(DATA FOR REVIEW Opens)
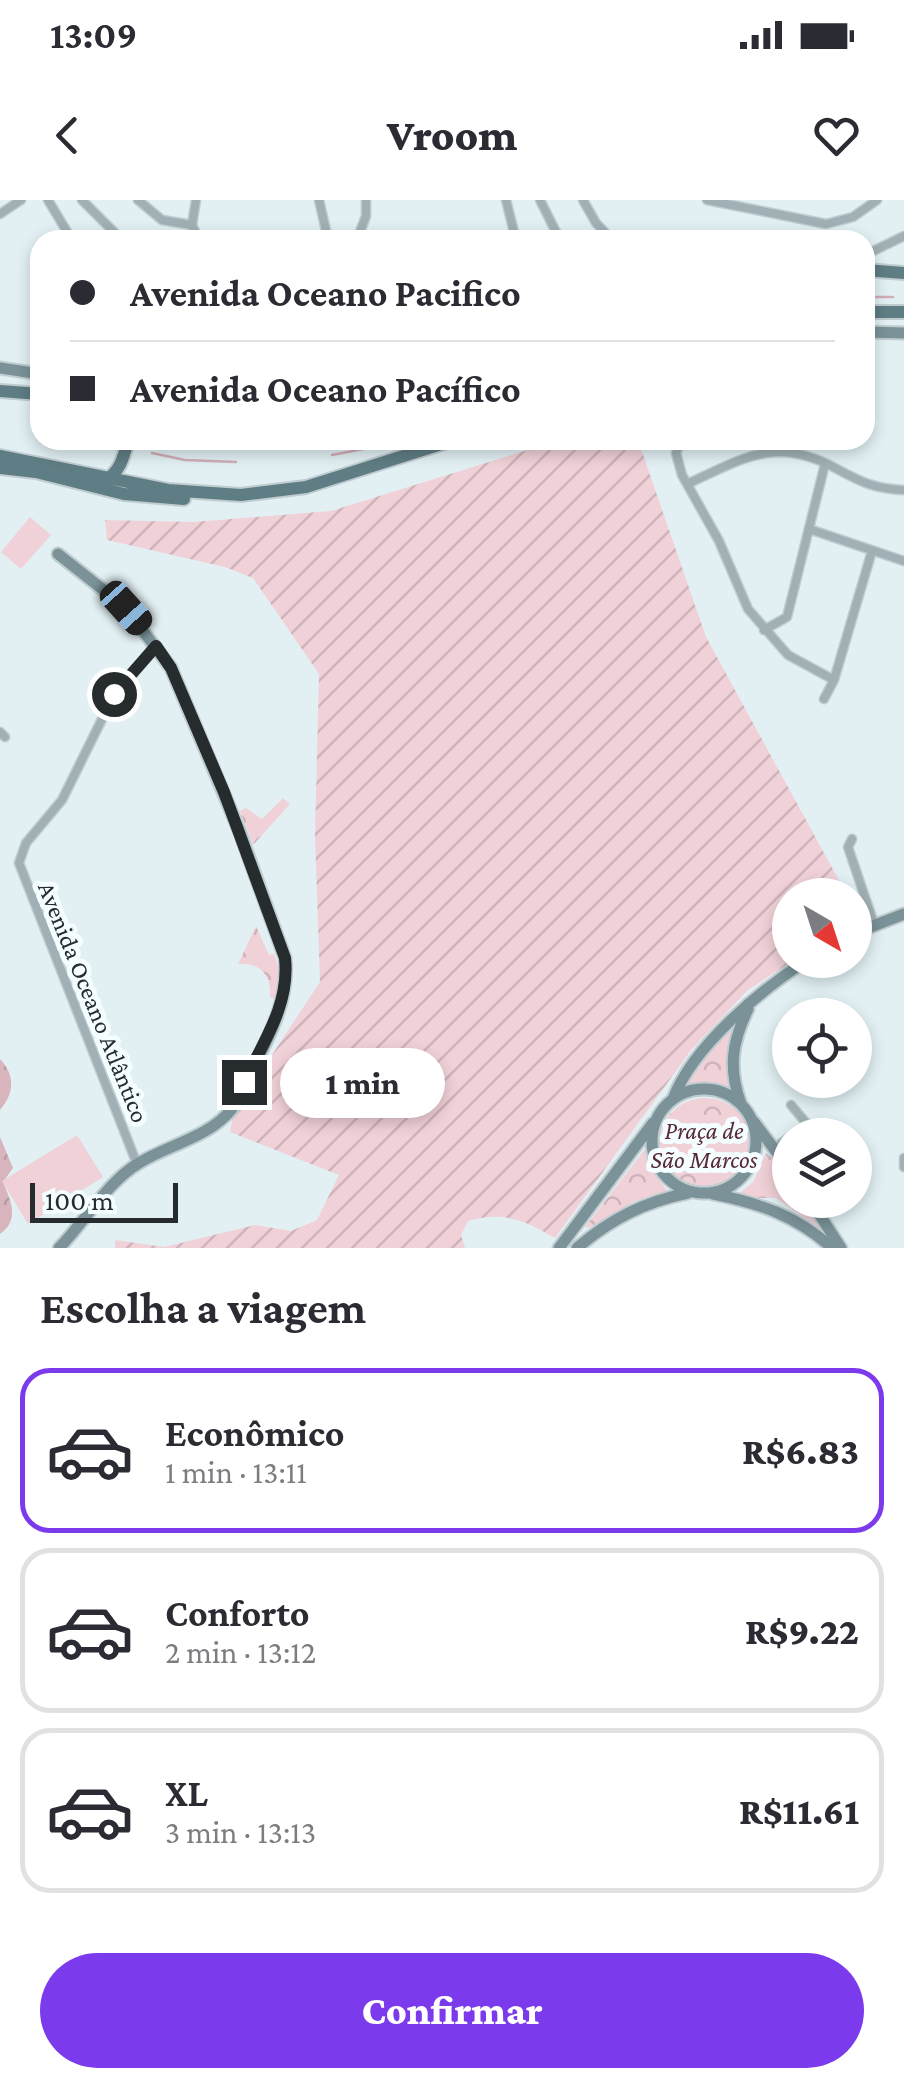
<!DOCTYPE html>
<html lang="pt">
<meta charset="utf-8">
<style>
:root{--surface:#fff;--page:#f2f2f3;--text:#2b2b33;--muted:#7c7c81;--line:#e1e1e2;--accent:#7c3aed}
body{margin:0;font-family:"Crimson Pro",serif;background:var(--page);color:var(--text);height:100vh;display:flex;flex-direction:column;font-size:38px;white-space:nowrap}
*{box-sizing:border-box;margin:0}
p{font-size:32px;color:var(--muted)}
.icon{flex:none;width:55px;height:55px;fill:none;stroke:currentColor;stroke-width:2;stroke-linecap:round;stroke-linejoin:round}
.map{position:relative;height:1048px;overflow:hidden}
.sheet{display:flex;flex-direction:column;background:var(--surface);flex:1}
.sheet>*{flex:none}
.hud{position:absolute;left:30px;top:30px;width:845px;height:220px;border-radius:30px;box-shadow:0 5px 15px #0003;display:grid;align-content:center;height:220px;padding:0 40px;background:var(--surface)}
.needle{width:65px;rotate:141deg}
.fabs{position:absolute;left:772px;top:678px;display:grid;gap:20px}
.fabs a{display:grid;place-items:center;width:100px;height:100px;border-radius:50%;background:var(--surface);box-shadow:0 5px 15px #0003;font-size:50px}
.scale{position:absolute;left:30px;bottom:25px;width:148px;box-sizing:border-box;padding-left:10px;border:5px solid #262b2d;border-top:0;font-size:28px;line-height:35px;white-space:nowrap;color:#262b2d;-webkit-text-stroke:8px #f4fdff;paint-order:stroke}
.end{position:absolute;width:45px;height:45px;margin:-22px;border:12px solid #262b2d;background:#fff;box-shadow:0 0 0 5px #fff}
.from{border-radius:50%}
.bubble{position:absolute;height:70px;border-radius:35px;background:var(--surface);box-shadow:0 5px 15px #0003;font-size:32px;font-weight:800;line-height:70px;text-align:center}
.car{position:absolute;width:30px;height:60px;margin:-30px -15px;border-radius:12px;box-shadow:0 0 8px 2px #0007;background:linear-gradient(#222 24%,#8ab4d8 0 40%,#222 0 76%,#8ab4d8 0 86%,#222 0)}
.hud b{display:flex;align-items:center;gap:35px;height:95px;font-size:38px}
.hud b+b{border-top:2px solid var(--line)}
.hud i{width:25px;height:25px;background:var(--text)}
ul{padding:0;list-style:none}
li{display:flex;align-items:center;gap:30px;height:165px;margin:0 20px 15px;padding:0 20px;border:5px solid var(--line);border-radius:30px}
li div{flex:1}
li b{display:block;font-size:38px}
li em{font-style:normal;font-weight:800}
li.selected{border-color:var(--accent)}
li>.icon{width:90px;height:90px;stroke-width:1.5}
h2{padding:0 40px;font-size:45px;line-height:120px}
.button{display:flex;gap:20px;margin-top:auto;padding:20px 40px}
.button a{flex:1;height:115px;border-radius:60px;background:var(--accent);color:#fff;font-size:40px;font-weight:800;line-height:115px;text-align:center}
.status{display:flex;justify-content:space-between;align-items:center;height:70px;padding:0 50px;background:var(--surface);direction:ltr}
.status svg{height:28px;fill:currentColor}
header{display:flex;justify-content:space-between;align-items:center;height:130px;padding:0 40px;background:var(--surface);font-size:45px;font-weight:800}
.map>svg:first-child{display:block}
.forest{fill:url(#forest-crowns)}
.park{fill:url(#park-crowns)}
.garden{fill:url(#garden-furrows)}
.pitch{fill:#f1d1d8}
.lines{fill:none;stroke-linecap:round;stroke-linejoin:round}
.stream{stroke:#d1aeb6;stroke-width:2.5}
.street-casing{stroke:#c0cdd0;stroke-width:11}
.secondary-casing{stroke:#c0cdd0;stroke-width:15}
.primary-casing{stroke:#c0cdd0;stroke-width:16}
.street{stroke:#a0b0b4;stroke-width:8}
.secondary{stroke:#7a9298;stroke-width:11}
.primary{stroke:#5f7d84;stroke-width:12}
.route{stroke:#262b2d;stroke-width:12}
.labels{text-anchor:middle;stroke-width:10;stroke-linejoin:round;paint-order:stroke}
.street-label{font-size:25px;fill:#262b2d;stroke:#f4fdff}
.park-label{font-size:25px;font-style:italic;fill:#592937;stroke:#f4fdff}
</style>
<div class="status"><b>13:09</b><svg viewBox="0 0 49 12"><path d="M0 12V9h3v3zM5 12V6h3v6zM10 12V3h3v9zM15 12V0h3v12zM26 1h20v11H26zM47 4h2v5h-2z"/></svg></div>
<header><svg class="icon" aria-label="back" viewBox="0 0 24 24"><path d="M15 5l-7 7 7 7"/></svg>Vroom<svg class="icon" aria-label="heart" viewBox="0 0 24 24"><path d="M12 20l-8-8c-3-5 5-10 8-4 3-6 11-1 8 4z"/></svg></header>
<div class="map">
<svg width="904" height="1048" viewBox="0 0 904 1048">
<defs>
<pattern id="forest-crowns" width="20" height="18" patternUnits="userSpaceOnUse" patternTransform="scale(2.5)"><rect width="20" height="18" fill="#d8b4bc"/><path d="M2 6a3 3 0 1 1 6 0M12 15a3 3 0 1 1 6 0" fill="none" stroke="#b99ba2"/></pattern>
<pattern id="park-crowns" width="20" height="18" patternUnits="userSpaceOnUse" patternTransform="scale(2.5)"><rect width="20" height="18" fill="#f1d1d8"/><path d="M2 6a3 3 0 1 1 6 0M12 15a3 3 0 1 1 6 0" fill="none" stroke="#ceb4ba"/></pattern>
<pattern id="garden-furrows" width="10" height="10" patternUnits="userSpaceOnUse" patternTransform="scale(2.5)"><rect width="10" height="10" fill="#f1d1d8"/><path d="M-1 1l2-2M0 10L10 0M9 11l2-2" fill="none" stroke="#ceb4ba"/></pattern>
</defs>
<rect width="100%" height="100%" fill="#e2f0f4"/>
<path class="forest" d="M0 859C15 875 15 893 0 910Z
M0 937 13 968 3 982C11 1001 20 1020 0 1034Z"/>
<path class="park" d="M283 598 290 604 253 645 240 611 246 608 262 619Z
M256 726 269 755 274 754C281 771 281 783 277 801L270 797C272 776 260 762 238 764Z
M733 828 727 861 731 891 708 886 682 890 701 862Z
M659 944a46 46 0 1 1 92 0a46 46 0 1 1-92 0Z
M645 949 650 968 668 992 635 1001 589 1028 585 1027Z
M766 953C783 968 790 978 790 1000H803L822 1030 776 998H758L740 993 753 982Z"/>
<path class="garden" d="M560 240H638L706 437 847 695H790V760H794L748 790 692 849 555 1038C525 1020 503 1011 468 1021L461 1035 465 1048H115V1040L164 1047 255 1025 291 1031 317 1020 339 975 230 932 233 914 320 782 315 634 319 474 253 378 225 367 107 340 105 320 193 322 331 311Z"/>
<path class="pitch" d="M30 317 51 335 21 369 1 352Z
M77 935 103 977 28 1024 2 981Z"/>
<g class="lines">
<path class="stream" d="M865 97H893
M152 253 185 260 236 262
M332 255 410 240"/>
<g class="street-casing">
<path id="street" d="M48 0 72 40
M82 0 122 40
M138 0 162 20 192 25
M196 0 192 25 199 40
M319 0 327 35 338 40
M506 0 516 40
M540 0 560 40
M583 0 596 23 612 40
M707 0 826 24 853 17 877 0
M0 14 21 0
M357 40 366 16V0
M865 55 904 36
M681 240 676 253 682 275 719 341 748 409 788 455 834 480
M687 284C744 258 776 235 837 269 861 282 875 289 904 290
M809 329 904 361
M764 430 787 417 825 264
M824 499 834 480 872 351
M0 532 5 537
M852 639 848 647 874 724
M791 905 807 924 792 935
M780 955V944L790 937
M904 958V967
M137 964 19 663 26 643 62 600 114 495 157 446"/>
</g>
<g class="secondary-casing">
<path id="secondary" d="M865 132 904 133
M0 168 40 174
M58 354 125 407 171 468 239 630 285 758C291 811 254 862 232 909 208 938 170 944 139 963 107 982 85 1022 59 1048
M855 733 904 714
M652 941a52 52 0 1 1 104 0a52 52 0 1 1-104 0Z
M673 899C693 846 761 790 807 760
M741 904C728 868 732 842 748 809
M754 922 790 970
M713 994C759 1003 797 1016 832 1048
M810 1000 841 1048
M559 1048 653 923
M577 1048C611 1019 644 1002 688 993"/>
</g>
<g class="primary-casing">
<path id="primary" d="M865 70 904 73
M865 112H904
M0 191 40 194
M0 256 168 290 241 295 306 287 454 240
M0 268 36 272 124 294 184 299
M103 281C120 274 124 256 128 240"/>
</g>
<use href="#street" class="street"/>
<use href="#secondary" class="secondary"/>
<use href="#primary" class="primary"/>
</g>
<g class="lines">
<path class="route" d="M114 494 156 446 171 468 224 592 285 758C290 804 264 841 244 882"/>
</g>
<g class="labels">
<g class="street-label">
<text transform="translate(94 802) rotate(68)" y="9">Avenida Oceano Atlântico</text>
</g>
<g class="park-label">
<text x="704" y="939">Praça de<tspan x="704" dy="29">São Marcos</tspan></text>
</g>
</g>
</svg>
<div class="fabs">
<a><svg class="needle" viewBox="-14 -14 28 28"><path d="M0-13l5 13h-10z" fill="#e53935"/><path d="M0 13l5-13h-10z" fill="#7c7c81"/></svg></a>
<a><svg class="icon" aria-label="locate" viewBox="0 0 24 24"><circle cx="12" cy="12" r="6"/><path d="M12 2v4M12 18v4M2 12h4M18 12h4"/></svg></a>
<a><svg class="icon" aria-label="layers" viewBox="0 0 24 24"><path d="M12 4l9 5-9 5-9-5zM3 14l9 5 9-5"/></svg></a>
</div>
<div class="scale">100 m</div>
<i class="end from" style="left:114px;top:494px"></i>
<i class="end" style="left:244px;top:882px"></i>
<div class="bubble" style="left:280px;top:848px;width:165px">1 min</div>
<i class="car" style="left:126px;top:408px;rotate:138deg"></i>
<div class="hud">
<b><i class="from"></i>Avenida Oceano Pacifico</b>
<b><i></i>Avenida Oceano Pacífico</b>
</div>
</div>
<section class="sheet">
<h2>Escolha a viagem</h2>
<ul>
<li class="selected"><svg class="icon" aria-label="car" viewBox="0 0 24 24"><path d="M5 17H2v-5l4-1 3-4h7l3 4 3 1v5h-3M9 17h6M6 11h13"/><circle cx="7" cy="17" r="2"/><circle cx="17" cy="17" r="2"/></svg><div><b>Econômico</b><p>1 min · 13:11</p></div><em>R$6.83</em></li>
<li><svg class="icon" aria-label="car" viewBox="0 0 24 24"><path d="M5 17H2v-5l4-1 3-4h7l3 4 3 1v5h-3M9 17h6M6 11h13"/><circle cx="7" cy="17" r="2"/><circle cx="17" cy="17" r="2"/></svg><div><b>Conforto</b><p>2 min · 13:12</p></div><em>R$9.22</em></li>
<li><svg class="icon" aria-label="car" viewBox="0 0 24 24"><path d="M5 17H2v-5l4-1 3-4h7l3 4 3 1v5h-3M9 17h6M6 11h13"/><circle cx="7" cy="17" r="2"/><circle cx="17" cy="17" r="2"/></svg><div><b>XL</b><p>3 min · 13:13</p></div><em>R$11.61</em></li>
</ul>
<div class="button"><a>Confirmar</a></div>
</section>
(DATA FOR REVIEW Closes)
# WHAT TO DO
All lines containing "sizing" in the material above should appear in your reply, copied exactly.

# RESULT OF THE TASK
*{box-sizing:border-box;margin:0}
.scale{position:absolute;left:30px;bottom:25px;width:148px;box-sizing:border-box;padding-left:10px;border:5px solid #262b2d;border-top:0;font-size:28px;line-height:35px;white-space:nowrap;color:#262b2d;-webkit-text-stroke:8px #f4fdff;paint-order:stroke}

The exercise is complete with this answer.